Volunteer team development can be tricky – we want our volunteers and employees to work in harmony.  But how do we pull it off? 

Sometimes, it’s by reflecting on our own experiences. 

I was both privileged and pushed beyond my comfort zone to participate in an open-boat expedition a few years back, during the coldest January Florida had seen in decades. On that trip, in addition to learning to navigate at sea and lower my threshold for the term ‘bathe’, I was empowered to learn healthy volunteer team development and define for myself what being a leader can mean. 

Heading out with a respected outdoor leadership organization, our crew arrived, purposefully, as strangers. Within hours of meeting, the need to begin functioning as a team became vital, as we tried to pack all the necessities for thirteen people to live, eat and stay safe on board a 30-foot open boat, such that we could all fit and function and nothing was at risk of falling overboard. 

Our group had begun the basic stages of group development by riding together in a shuttle the two hours from the airport. We then, more formally, enjoyed icebreakers and other bonding activities orchestrated by our instructors.  

With the tender buds of a team forming, we shared a meal, received the basic instructions necessary to launch and then set out to learn about sailing and working as a team. 

And, over the next nine days, we all enjoyed a windblown workshop in leadership and volunteer team development. 

(Any of this is sounding metaphorically familiar?) 

Defining a “Team” 

One SHRM article describes a team as “a group of people who work together to accomplish something beyond their individual self-interests;” They categorize a high-performance work team as “a group of goal-focused individuals with specialized expertise and complementary skills who collaborate, innovate and produce consistently superior results.  

The group relentlessly pursues performance excellence through shared goals, shared leadership, collaboration, open communication, clear role expectations and group operating rules, early conflict resolution, and a strong sense of accountability and trust among its members.” 

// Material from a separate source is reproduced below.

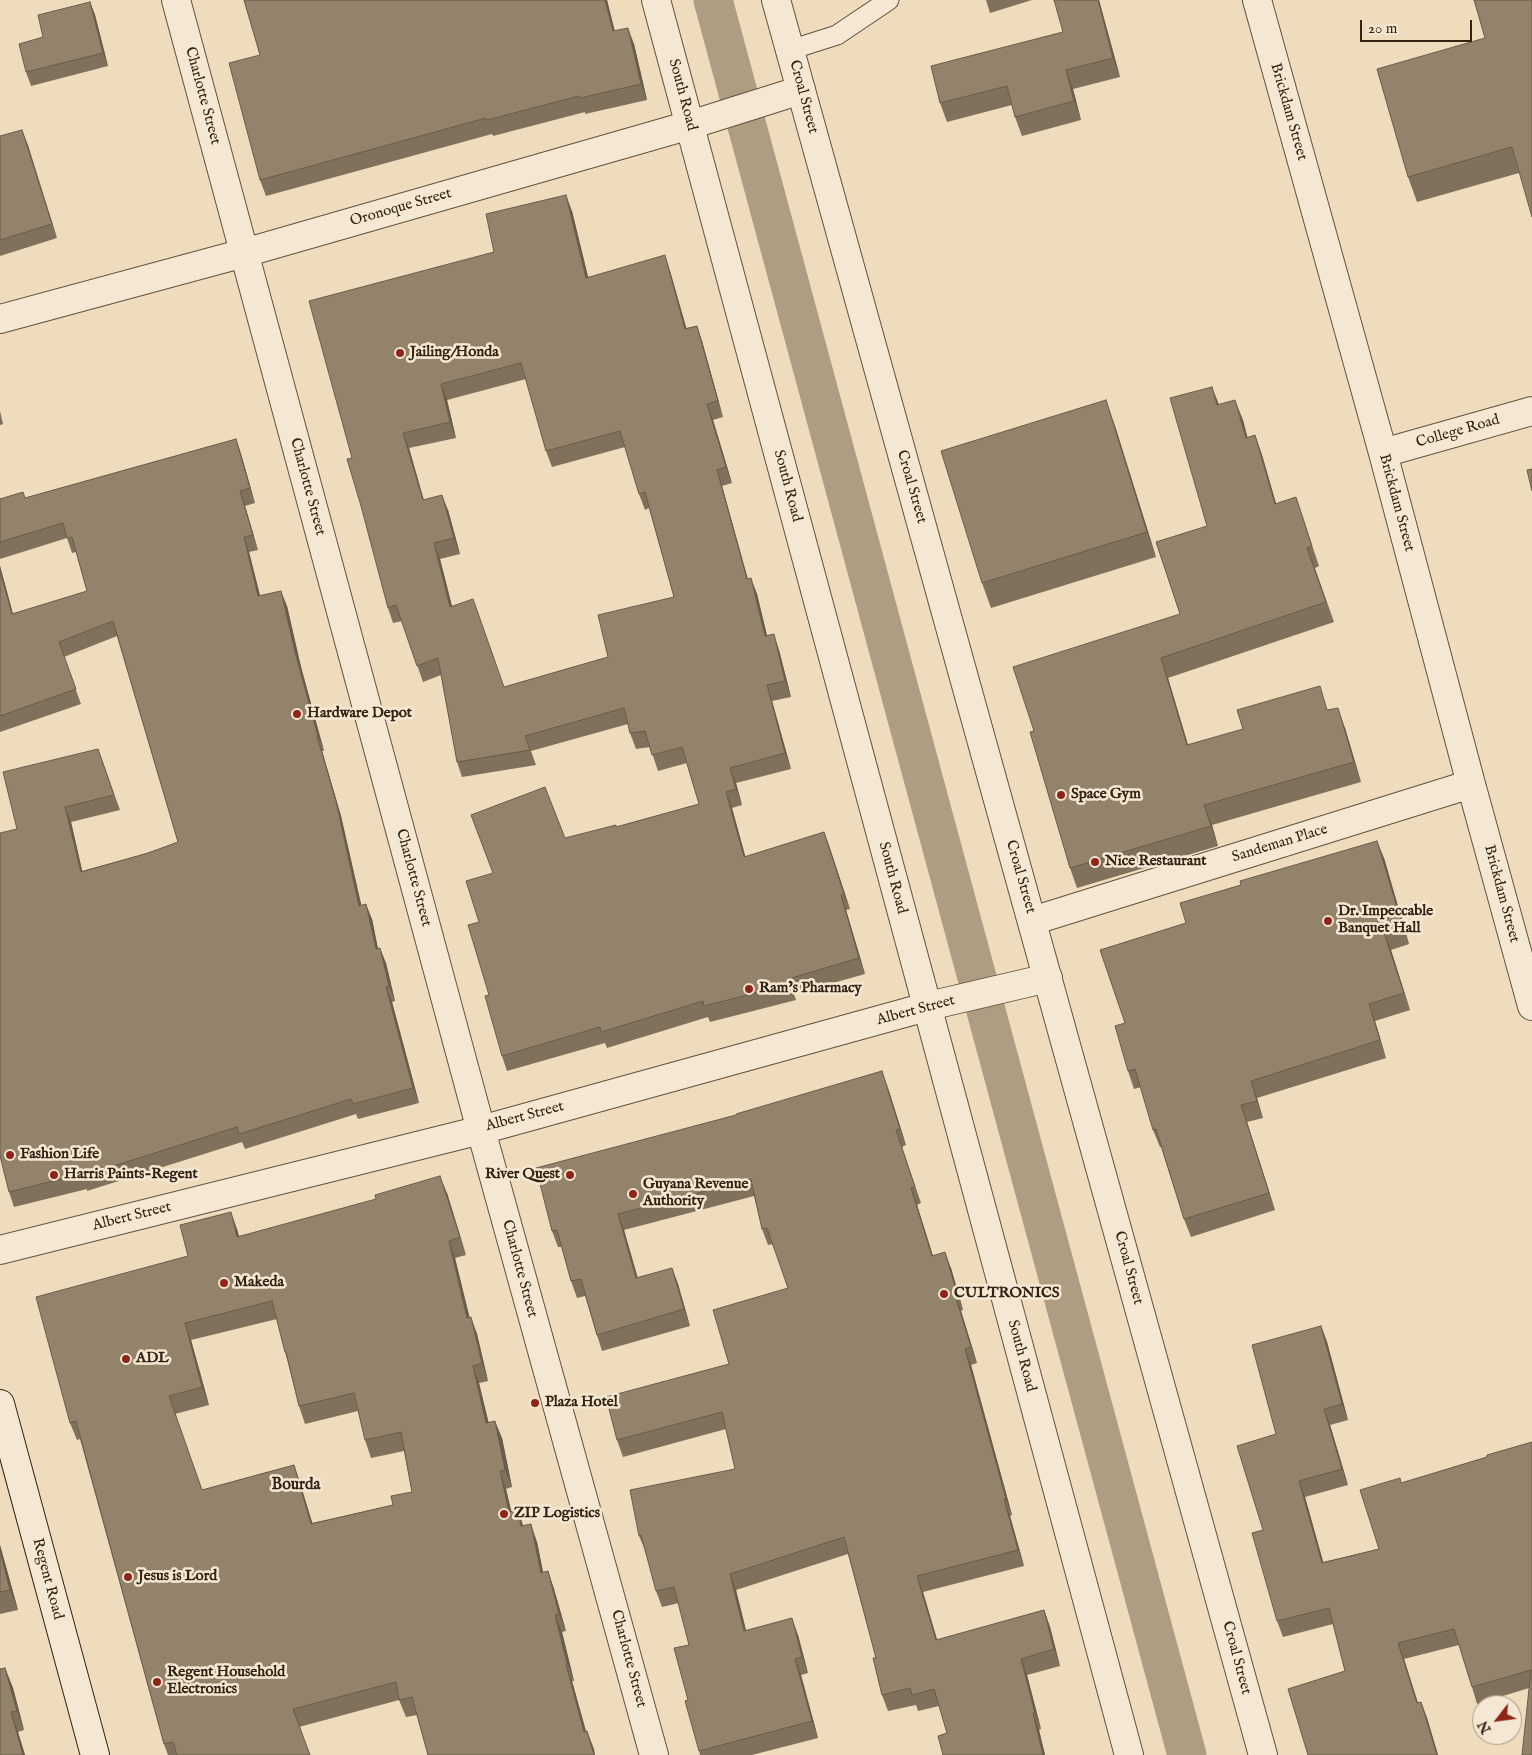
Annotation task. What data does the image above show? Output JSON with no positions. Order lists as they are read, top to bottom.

The same goes for the volunteers who serve your nonprofit – developing a shared sense of accountability and trust will be the lynchpins of your success. 

Defining “Leadership” 

The term “leadership” has a million definitions. Author, Jacob Morgan, shares in researching his upcoming book, he received 140 different answers when asking 140 CEOs for their definition of leadership. He says, “Every answer was different, but they were each correct… With so many definitions of leadership, each organization needs to have a clear definition of what leadership is and what it means to be a leader within their company. The definition can evolve over time.“  

In defining leadership, small business expert, Susan Ward says, “Leadership captures the essentials of being able and prepared to inspire others. Effective leadership is based upon ideas—both original and borrowed—that are effectively communicated to others in a way that engages them enough to act as the leader wants them to act. 

A leader inspires others to act while simultaneously directing the way that they act. They must be personable enough for others to follow their orders, and they must have the critical thinking skills to know the best way to use the resources at an organization’s disposal.” 

For more on leading volunteers, check out our Top 10 Volunteer Leadership Development Posts.

Lacking one decisive characterization of a leader, then, emulating the behaviors I saw modeled on that tiny boat bobbing on the open sea for more than a week can help bring positive results. It certainly did for us, as I made it safely back on dry land to tell about it, with team development insights to share.  

Supporting Volunteer Team Development: 6 Key Lessons 

Since each team is unique, and may even evolve over time, there is no single formula a leader can follow to produce a high functioning team 

What a leader can and must do is establish and role model behaviors for healthy group development. They must also establish a clear foundation to launch their team to success. 

To nurture a team, the group needs common goals and a framework for achieving them. The role of the leader is to keep the team aiming for their goals and to support their effort in the work to achieve them. 

On board our boat, there were so many opportunities to overcome challenges, that lessons in team development and leadership came in endless waves (no pun intended). These fundamentals can also be applied to supporting volunteer success. 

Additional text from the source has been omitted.